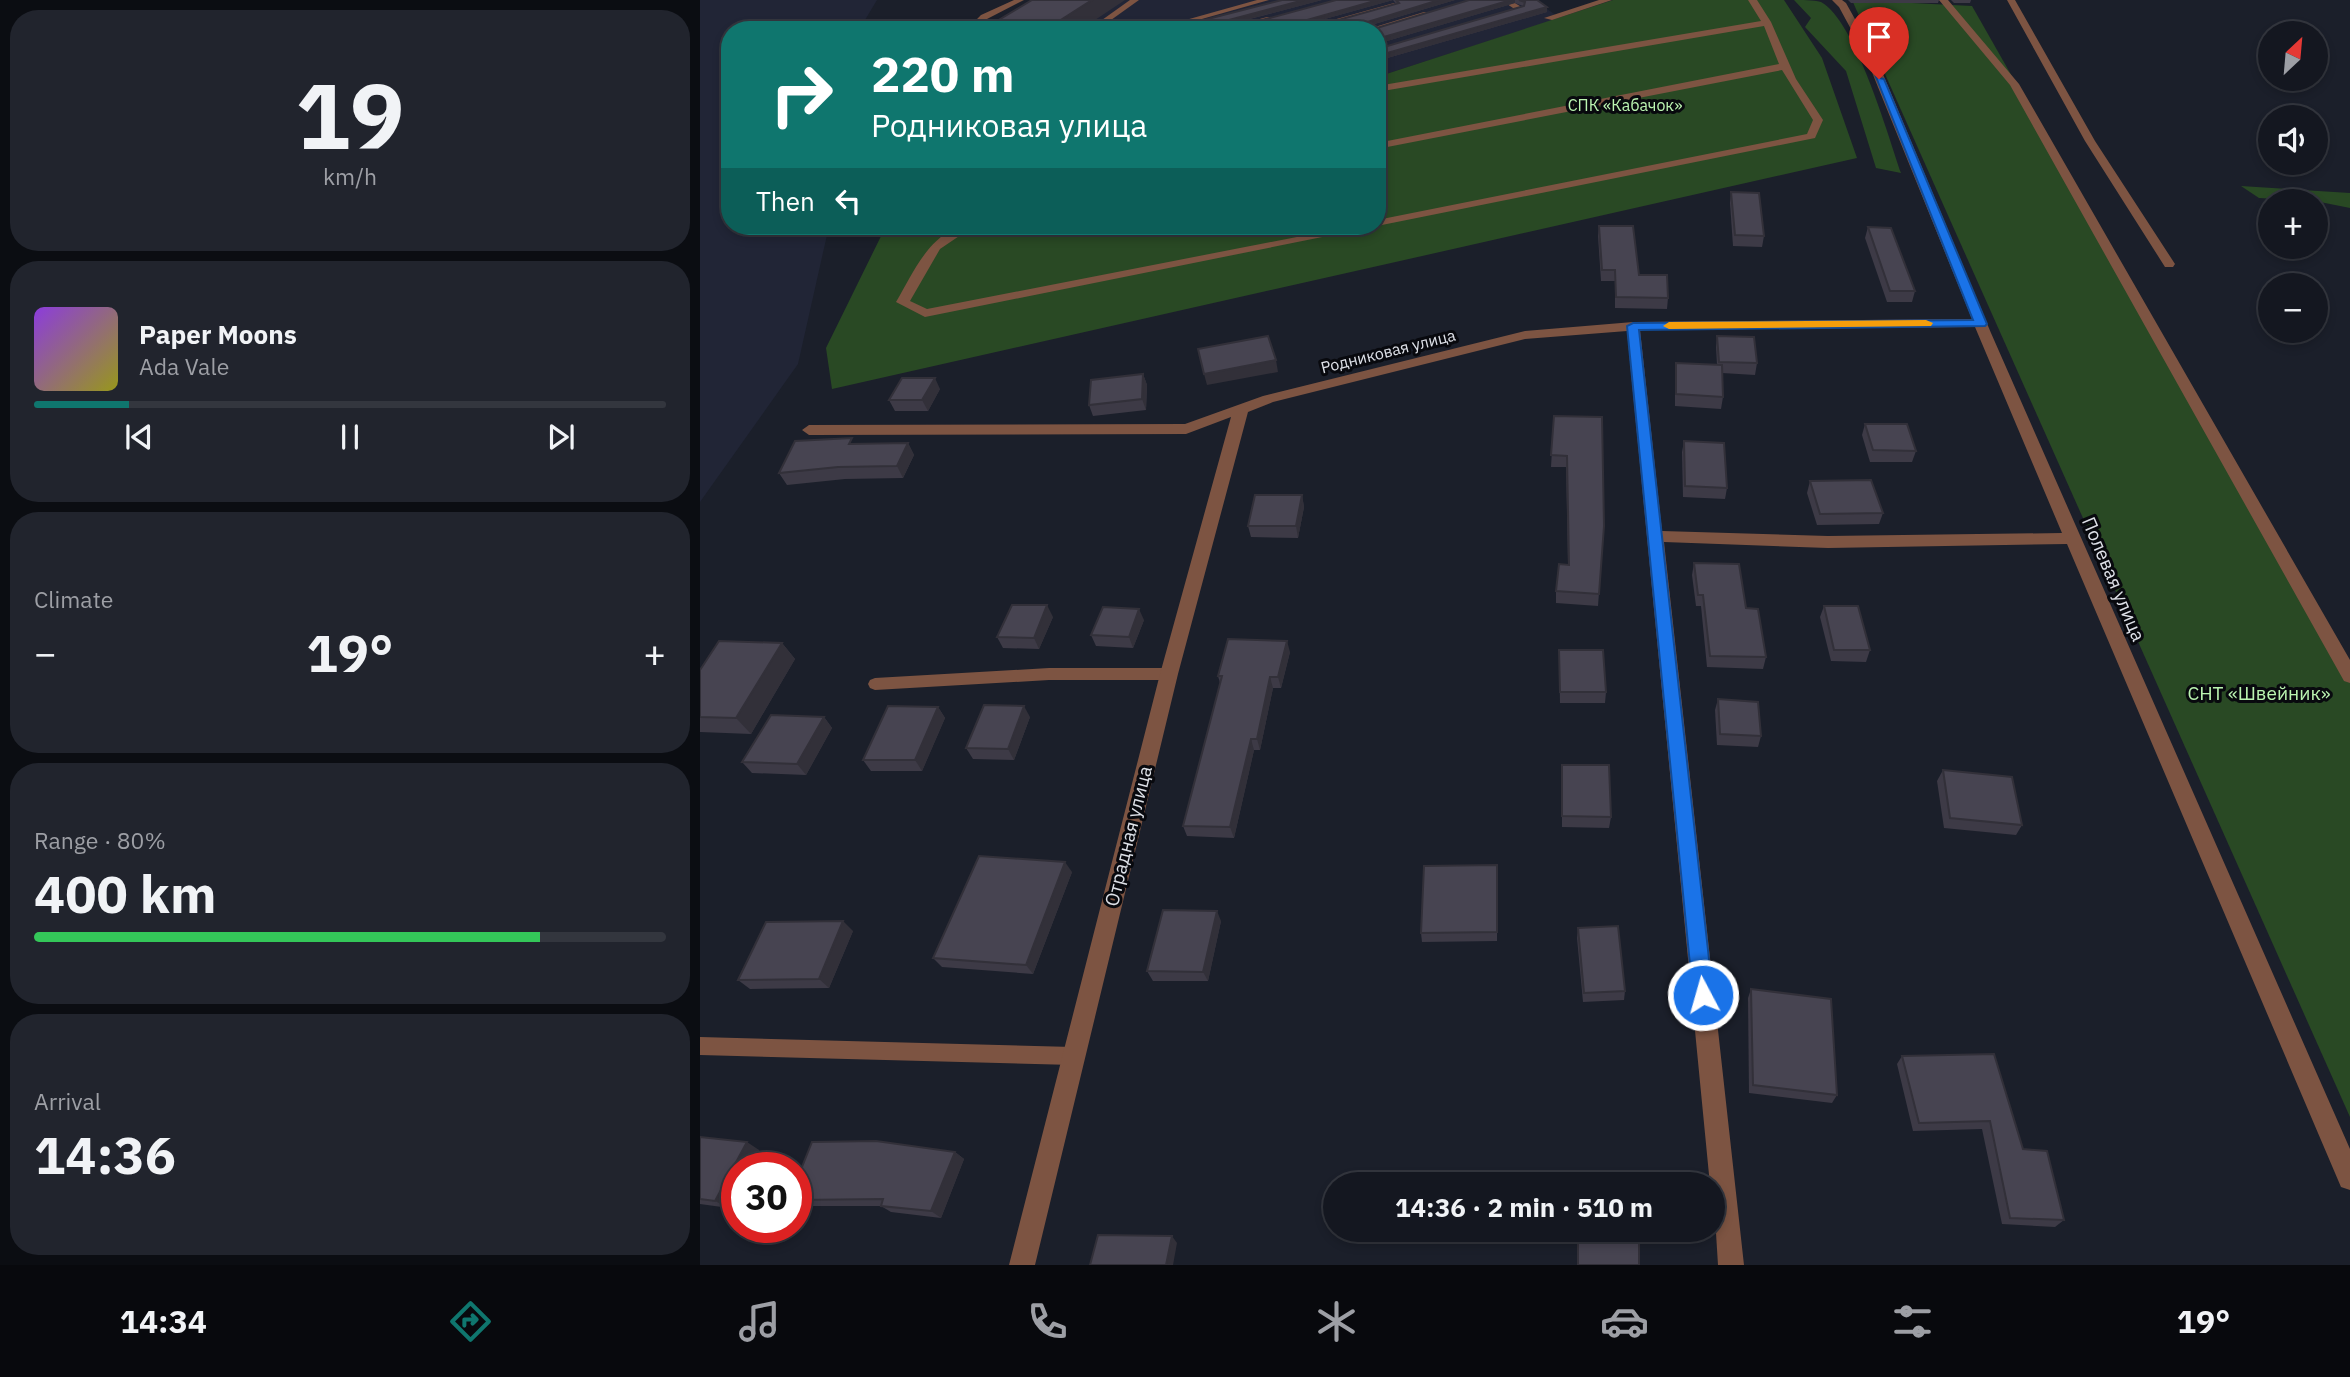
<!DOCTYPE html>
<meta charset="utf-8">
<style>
body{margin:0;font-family:"IBM Plex Sans",sans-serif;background:#21242d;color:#f1f3f6;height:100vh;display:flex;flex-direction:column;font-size:26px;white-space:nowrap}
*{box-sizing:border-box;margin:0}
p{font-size:23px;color:#9d9fa5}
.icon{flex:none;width:38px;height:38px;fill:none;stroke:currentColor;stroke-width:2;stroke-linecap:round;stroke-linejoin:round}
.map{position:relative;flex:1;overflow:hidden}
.side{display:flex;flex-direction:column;gap:10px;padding:10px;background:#0b0d12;width:700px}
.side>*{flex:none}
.banner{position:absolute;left:21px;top:21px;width:665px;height:214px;border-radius:28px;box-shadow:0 4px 10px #0003,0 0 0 2px #33363e;background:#0f766e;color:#fff;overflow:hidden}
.needle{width:46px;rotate:26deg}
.buttons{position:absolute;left:1558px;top:21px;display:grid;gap:14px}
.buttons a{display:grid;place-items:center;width:70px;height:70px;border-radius:50%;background:#141720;box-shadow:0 4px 10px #0003,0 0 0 2px #33363e;font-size:35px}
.speed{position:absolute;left:21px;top:1152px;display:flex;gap:14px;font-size:35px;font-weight:700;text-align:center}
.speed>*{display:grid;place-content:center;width:91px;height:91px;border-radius:50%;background:#141720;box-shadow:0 4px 10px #0003,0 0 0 2px #33363e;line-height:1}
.speed .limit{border:10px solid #d22;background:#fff;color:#111}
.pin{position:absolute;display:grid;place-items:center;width:60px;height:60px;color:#fff;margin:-72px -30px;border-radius:50% 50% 50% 0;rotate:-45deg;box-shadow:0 0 7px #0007}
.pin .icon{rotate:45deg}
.me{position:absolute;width:77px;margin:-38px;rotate:354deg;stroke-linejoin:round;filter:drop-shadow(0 0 5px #0008)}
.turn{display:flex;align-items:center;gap:24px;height:147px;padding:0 35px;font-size:32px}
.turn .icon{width:91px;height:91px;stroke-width:2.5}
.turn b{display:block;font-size:49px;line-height:60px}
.then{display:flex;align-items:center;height:66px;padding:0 35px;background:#0003;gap:14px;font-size:26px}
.big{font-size:52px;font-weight:700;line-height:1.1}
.side .tile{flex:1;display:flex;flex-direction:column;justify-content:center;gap:10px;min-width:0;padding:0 24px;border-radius:28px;background:#21242d}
.side .dial{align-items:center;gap:0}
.dial b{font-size:91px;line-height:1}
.song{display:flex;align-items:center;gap:21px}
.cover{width:84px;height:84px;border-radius:10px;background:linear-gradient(135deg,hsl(270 70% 55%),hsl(60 70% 35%))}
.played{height:7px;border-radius:4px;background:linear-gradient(90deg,#0f766e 15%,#33363e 15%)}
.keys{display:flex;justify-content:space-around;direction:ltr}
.heat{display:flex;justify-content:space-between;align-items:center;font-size:38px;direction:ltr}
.charge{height:10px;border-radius:5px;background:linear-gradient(90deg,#34c759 80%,#33363e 0)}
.trip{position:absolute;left:623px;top:1172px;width:402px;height:70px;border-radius:35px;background:#141720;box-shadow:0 4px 10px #0003,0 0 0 2px #33363e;font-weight:700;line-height:70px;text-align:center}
.tabs{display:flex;height:112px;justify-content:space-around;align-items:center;background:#08090d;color:#9d9fa5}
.tabs .icon{width:49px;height:49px}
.tabs .selected{color:#0f766e}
.tabs b{font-size:32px;color:#f1f3f6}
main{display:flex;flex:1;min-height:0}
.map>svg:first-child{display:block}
</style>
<main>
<section class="side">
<div class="tile dial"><b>19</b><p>km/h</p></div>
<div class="tile">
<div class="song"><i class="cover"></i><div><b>Paper Moons</b><p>Ada Vale</p></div></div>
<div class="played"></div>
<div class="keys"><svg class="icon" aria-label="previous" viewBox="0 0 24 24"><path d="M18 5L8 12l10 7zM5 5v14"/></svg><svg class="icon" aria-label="pause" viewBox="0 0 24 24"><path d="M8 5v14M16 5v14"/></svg><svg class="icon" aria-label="next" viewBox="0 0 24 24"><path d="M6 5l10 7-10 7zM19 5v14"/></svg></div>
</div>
<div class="tile"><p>Climate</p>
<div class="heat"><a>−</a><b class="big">19°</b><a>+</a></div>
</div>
<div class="tile"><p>Range · 80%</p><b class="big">400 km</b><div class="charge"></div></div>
<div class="tile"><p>Arrival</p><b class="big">14:36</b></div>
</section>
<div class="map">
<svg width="1650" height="1265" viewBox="0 0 1650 1265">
<rect width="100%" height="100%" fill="#1b1f2a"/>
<g fill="#212536">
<polygon points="0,0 177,0 159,30 30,30 30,226 129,226 98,364 0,502"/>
<polygon points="363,0 834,0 860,18 677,77 677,30 312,30"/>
</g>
<g fill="#294924">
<polygon points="913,0 1084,0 1122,58 1157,158 132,389 126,348 186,226 677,226 677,77"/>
<path d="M1094 0C1102 0 1113 0 1121 2 1155 20 1188 135 1201 173L1176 168 1146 71 1105 27 1111 18Z"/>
<polygon points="1152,0 1272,6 1650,670 1650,1117"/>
<polygon points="1541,186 1650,193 1650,208 1615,201 1559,198"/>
</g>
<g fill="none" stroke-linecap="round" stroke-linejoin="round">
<g fill="#7d5442" fill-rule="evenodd">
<polygon points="314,0 324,0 287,19 275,30 266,30 281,15"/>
<polygon points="430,0 439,0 397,30 388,30"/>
<polygon points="557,0 569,0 463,30 450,30"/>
<polygon points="801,0 810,0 823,8 816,10"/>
<polygon points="694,3 697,7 610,30 597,30"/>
<polygon points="724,12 727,12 727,16 677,30 665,30"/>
<polygon points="567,17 570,17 570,21 534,30 520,30"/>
<polygon points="349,668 469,668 474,670 476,674 474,678 469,680 349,680 175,690 170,688 168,684 170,680 175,678"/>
<polygon points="0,1037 373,1047 380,1049 382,1056 380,1063 373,1065 0,1055"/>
</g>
<g fill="#7d5442" fill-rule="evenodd">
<polygon points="899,0 912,0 852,20 844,18"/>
<path d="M1048 0H1057L1071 22 1096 79 1123 120 1115 138 225 317 196 302C214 272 233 224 274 226L240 249 210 301 227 309 653 226H677V220L1107 134 1113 120 1082 70 677 149V143L1079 64 1064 26 677 92V86L1061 21Z"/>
<path d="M1132 0H1142L1146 3 1175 55 1291 333 1650 1149V1190L1641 1187 1367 544 1128 548 964 542 1044 1265H1018L1013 1185H1010L927 331 825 339 573 402 548 412 478 674 335 1265H309L460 674 531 417 486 434 109 435 102 430 109 425 485 424 563 396 825 331 933 322 1272 319 1165 55 1139 7ZM1275 327 1362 533 1128 536 962 531 940 330Z"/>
<polygon points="1239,0 1248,0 1319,84 1650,660 1650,683 1644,681 1310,85"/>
<polygon points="1307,0 1315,0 1395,141 1475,264 1473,267 1465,267 1385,141"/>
</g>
</g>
<g fill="#3d3a46" fill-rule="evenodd">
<path d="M582 0H622L523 26 533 28 636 0H755L668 26 677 28 769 0H837L847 12 677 61V49L823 6 815 3 677 44 465 30ZM693 0 696 4 610 28 600 26Z"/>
<polygon points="1148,0 1239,0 1238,3 1151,3"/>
<polygon points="1251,0 1271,0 1270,3 1254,3"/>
<polygon points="1031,192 1064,236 1062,247 1033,246 1030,203"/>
<polygon points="899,226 939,275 968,298 967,309 915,308 915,281 901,281 898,236"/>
<polygon points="1168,227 1215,291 1212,302 1187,302 1165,238"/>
<polygon points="1017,336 1057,363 1055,375 1022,373 1023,397 1021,409 975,406 975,374 976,363 1017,365 1016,347"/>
<polygon points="443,374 447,385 446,410 393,416 389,405"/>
<polygon points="240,389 228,411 195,411 189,400"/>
<polygon points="854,416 904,526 898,606 856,603 856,591 868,565 866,467 851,467"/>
<polygon points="1165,424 1216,451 1212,462 1170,462 1162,435"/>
<polygon points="984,441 1027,488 1025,499 983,497 982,452"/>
<polygon points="208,443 214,455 203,478 145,479 87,485 79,473 155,444"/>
<polygon points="1110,481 1183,513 1179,524 1117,525 1107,493"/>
<polygon points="602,495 604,507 598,538 551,537 548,526"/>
<polygon points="994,563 1046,608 1066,657 1063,669 1007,667 1001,606 996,606 992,575"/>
<polygon points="1124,606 1170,650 1166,662 1131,661 1120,617"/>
<polygon points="353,617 339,649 303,648 297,637"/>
<polygon points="444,620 433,648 396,646 391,635"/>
<polygon points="82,643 95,659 51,734 0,732 0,670"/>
<polygon points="859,650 906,692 905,703 860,703"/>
<polygon points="590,652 581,688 573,688 560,750 554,750 534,838 487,836 483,826 520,683 518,676"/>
<polygon points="1018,699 1061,736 1058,747 1017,745 1015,710"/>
<polygon points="238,707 245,718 222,771 171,771 163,760"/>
<polygon points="124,717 132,728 106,775 52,773 42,762"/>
<polygon points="330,717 314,760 273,759 266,748"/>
<polygon points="862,765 911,817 909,828 862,827"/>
<polygon points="1243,770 1322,825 1316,835 1244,828 1237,781"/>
<polygon points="797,865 797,941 722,942 721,933"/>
<polygon points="372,872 333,974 242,967 233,958"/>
<polygon points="521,921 508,981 453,981 447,971"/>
<polygon points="878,928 925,991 924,1000 883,1002 877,938"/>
<polygon points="153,931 129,988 50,989 38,980"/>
<polygon points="1051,989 1137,1095 1132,1103 1049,1093 1048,998"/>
<polygon points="1294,1054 1323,1149 1364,1220 1355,1227 1302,1224 1282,1129 1213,1131 1197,1064 1202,1056"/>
<polygon points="0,1137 59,1150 29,1208 0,1204"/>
<polygon points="255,1152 264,1159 241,1218 191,1212 181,1206 102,1206 96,1203 96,1182"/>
</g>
<g fill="#323039">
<polygon points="392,0 425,0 380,30 345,30"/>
<polygon points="604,0 622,0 519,27 516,25 518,23"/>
<polygon points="678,0 693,0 596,27 594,26 596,23"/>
<polygon points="739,0 755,0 664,27 662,26 664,23"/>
<polygon points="811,0 815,0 815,3 677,44 677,39"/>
<polygon points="847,7 847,12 677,61 677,56"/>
<polygon points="576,360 578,372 507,385 504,374"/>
<polygon points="443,374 447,385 446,410 442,399"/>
<polygon points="235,378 240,389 228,411 222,400"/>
<polygon points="208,443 214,455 203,478 197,466"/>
<polygon points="602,495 604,507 598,538 596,526"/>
<polygon points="347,605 353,617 339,649 334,638"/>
<polygon points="439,609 444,620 433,648 429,637"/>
<polygon points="587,641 590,652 581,688 578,677"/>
<polygon points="82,643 95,659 51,734 36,718"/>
<polygon points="570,677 573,688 560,750 557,739"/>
<polygon points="324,706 330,717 314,760 308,749"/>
<polygon points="238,707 245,718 222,771 215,760"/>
<polygon points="124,717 132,728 106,775 97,764"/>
<polygon points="551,739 554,750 534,838 530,827"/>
<polygon points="365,862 372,872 333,974 326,965"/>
<polygon points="517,911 521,921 508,981 503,972"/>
<polygon points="143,921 153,931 129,988 119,979"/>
<polygon points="47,1142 59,1150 50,1167 37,1167 37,1192 29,1208 15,1201"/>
<polygon points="255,1152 264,1159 241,1218 231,1211"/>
<polygon points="472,1236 477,1243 473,1265 466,1265"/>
</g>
<g fill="#474451" stroke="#323039" stroke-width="2">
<polygon points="332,0 392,0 345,30 282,30"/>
<polygon points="582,0 604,0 518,23 516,25 533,28 636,0 678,0 596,23 594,26 610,28 699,3 696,0 739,0 664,23 662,26 677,28 769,0 811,0 677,39 677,30 465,30"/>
<polygon points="819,0 837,0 847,7 677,56 677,49 824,6 825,2"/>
<polygon points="1031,192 1059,193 1064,236 1035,235"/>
<polygon points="899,226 933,226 939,275 967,275 968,298 916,297 915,270 902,270"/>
<polygon points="1168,227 1191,228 1215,291 1190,291"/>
<polygon points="568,336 576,360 504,374 498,349"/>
<polygon points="1017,336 1054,337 1057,363 1019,362"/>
<polygon points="976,363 1022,365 1023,397 976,394"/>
<polygon points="443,374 442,399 389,405 391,380"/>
<polygon points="202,378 235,378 222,400 189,400"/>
<polygon points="854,416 902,417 904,526 899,594 856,591 859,564 869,565 867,456 851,455"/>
<polygon points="1165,424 1207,424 1216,451 1173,450"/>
<polygon points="152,438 149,444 208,443 197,466 138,467 79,473 95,441"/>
<polygon points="984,441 1024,443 1027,488 985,486"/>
<polygon points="1171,480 1183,513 1120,514 1110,481"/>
<polygon points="555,495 602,495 596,526 548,526"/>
<polygon points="994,563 1039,564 1046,608 1058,609 1066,657 1010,656 1003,595 998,595"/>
<polygon points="312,605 347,605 334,638 297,637"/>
<polygon points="1124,606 1158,606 1170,650 1134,650"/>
<polygon points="403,607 439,609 429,637 391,635"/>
<polygon points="528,639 587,641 578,677 570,677 557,739 551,739 530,827 483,826 522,676 518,676"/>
<polygon points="19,641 82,643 36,718 0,717 0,670"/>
<polygon points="859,650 903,650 906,692 860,692"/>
<polygon points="1018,699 1058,702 1061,736 1020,734"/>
<polygon points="284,705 324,706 308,749 266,748"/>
<polygon points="188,706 238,707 215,760 163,760"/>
<polygon points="71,715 124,717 97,764 42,762"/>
<polygon points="862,765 909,765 911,817 862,816"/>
<polygon points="1243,770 1312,777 1322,825 1250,818"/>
<polygon points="279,856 365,862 326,965 233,958"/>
<polygon points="797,865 797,932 721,933 724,866"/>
<polygon points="463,910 517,911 503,972 447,971"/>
<polygon points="143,921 119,979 38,980 66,922"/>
<polygon points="918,926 925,991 884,993 878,928"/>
<polygon points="1051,989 1131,999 1137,1095 1053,1085"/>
<polygon points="1294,1054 1323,1149 1347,1151 1364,1220 1310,1218 1290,1121 1219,1123 1202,1056"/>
<polygon points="0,1137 47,1142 15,1201 0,1199"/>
<polygon points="176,1141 255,1152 231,1211 181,1206 183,1199 96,1200 96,1182 112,1142"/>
<rect x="878" y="1230" width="61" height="35"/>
<polygon points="398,1235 472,1236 466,1265 390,1265"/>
</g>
<polygon fill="#1a73e8" stroke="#114b97" stroke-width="2" points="1176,77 1184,79 1287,324 1285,326 939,330 1013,995 1010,1002 1003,1005 996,1002 993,995 927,326 933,323 1273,320"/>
<polygon fill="#f59e0b" points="1226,320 1233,323 1231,326 969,329 963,326 969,322"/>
<g text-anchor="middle" stroke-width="6" stroke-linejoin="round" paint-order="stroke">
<g font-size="16" fill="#bbf5b1" stroke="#08090e">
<text x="925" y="111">СПК «Кабачок»</text>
</g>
<g font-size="16" fill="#dee1e8" stroke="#08090e">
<text transform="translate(688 351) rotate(-14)" y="6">Родниковая улица</text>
</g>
<g font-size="19" fill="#dee1e8" stroke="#08090e">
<text transform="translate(1414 579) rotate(67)" y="7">Полевая улица</text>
<text transform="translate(428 836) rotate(-76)" y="7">Отрадная улица</text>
</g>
<g font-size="19" fill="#bbf5b1" stroke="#08090e">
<text x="1559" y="700">СНТ «Швейник»</text>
</g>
</g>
</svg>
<div class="buttons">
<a><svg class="needle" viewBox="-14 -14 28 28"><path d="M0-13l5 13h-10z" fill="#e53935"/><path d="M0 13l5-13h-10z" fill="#9d9fa5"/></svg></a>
<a><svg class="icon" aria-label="sound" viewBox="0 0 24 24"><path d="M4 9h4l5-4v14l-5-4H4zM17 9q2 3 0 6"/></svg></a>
<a>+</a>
<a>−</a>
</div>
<div class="speed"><div class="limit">30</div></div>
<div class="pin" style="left:1179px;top:79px;background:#d93025"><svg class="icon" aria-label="arrive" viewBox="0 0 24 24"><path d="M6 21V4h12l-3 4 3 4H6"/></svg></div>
<svg class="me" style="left:1003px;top:995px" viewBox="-20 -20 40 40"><circle r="17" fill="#1a73e8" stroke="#fff" stroke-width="3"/><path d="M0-11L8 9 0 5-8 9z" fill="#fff"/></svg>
<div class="trip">14:36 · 2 min · 510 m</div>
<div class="banner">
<div class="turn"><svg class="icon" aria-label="right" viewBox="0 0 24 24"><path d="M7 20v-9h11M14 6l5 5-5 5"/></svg><div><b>220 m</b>Родниковая улица</div></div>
<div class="then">Then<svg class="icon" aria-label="left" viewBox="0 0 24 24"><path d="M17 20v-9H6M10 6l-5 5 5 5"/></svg></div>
</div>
</div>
</main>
<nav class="tabs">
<b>14:34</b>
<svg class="icon selected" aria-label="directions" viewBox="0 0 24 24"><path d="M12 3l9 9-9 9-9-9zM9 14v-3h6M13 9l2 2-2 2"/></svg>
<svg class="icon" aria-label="music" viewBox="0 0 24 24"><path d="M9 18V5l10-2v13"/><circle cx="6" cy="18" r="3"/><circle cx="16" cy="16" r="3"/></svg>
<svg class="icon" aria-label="phone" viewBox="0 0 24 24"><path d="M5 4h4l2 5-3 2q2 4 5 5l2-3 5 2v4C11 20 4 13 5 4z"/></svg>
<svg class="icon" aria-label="climate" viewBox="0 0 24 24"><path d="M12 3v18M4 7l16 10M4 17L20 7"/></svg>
<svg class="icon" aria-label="car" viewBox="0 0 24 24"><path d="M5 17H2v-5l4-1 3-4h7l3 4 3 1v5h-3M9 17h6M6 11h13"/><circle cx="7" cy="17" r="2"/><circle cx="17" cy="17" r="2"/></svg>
<svg class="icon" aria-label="filters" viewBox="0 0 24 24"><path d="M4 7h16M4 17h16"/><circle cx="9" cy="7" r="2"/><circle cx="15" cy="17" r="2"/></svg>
<b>19°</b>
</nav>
######
# Work instructions
The job here is to find each line above with the word "linear" and copy it.

# Exercise result
.cover{width:84px;height:84px;border-radius:10px;background:linear-gradient(135deg,hsl(270 70% 55%),hsl(60 70% 35%))}
.played{height:7px;border-radius:4px;background:linear-gradient(90deg,#0f766e 15%,#33363e 15%)}
.charge{height:10px;border-radius:5px;background:linear-gradient(90deg,#34c759 80%,#33363e 0)}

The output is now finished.